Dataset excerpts
= Beginning of Section =
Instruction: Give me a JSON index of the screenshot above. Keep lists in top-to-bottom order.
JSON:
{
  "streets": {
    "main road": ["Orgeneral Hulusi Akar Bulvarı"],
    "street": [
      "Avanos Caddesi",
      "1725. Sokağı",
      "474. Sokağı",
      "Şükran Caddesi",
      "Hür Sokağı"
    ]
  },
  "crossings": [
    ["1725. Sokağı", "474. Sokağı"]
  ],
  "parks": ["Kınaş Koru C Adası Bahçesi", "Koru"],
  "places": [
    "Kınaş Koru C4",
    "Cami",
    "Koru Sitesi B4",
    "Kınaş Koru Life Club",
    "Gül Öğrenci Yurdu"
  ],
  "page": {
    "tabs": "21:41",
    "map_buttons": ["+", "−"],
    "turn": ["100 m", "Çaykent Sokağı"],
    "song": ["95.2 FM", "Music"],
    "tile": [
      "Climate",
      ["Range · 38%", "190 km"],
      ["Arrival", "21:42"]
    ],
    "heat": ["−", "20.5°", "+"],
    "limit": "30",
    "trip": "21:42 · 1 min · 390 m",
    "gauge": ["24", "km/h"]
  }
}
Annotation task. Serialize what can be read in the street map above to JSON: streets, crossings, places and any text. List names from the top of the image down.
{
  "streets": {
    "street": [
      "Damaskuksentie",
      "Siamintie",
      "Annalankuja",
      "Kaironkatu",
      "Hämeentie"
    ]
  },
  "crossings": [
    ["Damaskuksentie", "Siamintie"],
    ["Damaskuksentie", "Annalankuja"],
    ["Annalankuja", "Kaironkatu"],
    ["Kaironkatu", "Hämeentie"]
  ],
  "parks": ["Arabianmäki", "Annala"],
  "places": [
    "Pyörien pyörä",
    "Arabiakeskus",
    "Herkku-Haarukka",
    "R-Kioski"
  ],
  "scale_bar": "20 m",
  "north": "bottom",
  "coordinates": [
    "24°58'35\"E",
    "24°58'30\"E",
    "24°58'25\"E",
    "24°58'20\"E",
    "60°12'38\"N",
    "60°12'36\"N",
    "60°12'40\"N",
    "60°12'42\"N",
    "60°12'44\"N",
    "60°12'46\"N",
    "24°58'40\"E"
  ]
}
= End of Section =
**Problem**
Every record above is to be given again precisely.

**Task solution**
Instruction: Give me a JSON index of the screenshot above. Keep lists in top-to-bottom order.
JSON:
{
  "streets": {
    "main road": ["Orgeneral Hulusi Akar Bulvarı"],
    "street": [
      "Avanos Caddesi",
      "1725. Sokağı",
      "474. Sokağı",
      "Şükran Caddesi",
      "Hür Sokağı"
    ]
  },
  "crossings": [
    ["1725. Sokağı", "474. Sokağı"]
  ],
  "parks": ["Kınaş Koru C Adası Bahçesi", "Koru"],
  "places": [
    "Kınaş Koru C4",
    "Cami",
    "Koru Sitesi B4",
    "Kınaş Koru Life Club",
    "Gül Öğrenci Yurdu"
  ],
  "page": {
    "tabs": "21:41",
    "map_buttons": ["+", "−"],
    "turn": ["100 m", "Çaykent Sokağı"],
    "song": ["95.2 FM", "Music"],
    "tile": [
      "Climate",
      ["Range · 38%", "190 km"],
      ["Arrival", "21:42"]
    ],
    "heat": ["−", "20.5°", "+"],
    "limit": "30",
    "trip": "21:42 · 1 min · 390 m",
    "gauge": ["24", "km/h"]
  }
}
Annotation task. Serialize what can be read in the street map above to JSON: streets, crossings, places and any text. List names from the top of the image down.
{
  "streets": {
    "street": [
      "Damaskuksentie",
      "Siamintie",
      "Annalankuja",
      "Kaironkatu",
      "Hämeentie"
    ]
  },
  "crossings": [
    ["Damaskuksentie", "Siamintie"],
    ["Damaskuksentie", "Annalankuja"],
    ["Annalankuja", "Kaironkatu"],
    ["Kaironkatu", "Hämeentie"]
  ],
  "parks": ["Arabianmäki", "Annala"],
  "places": [
    "Pyörien pyörä",
    "Arabiakeskus",
    "Herkku-Haarukka",
    "R-Kioski"
  ],
  "scale_bar": "20 m",
  "north": "bottom",
  "coordinates": [
    "24°58'35\"E",
    "24°58'30\"E",
    "24°58'25\"E",
    "24°58'20\"E",
    "60°12'38\"N",
    "60°12'36\"N",
    "60°12'40\"N",
    "60°12'42\"N",
    "60°12'44\"N",
    "60°12'46\"N",
    "24°58'40\"E"
  ]
}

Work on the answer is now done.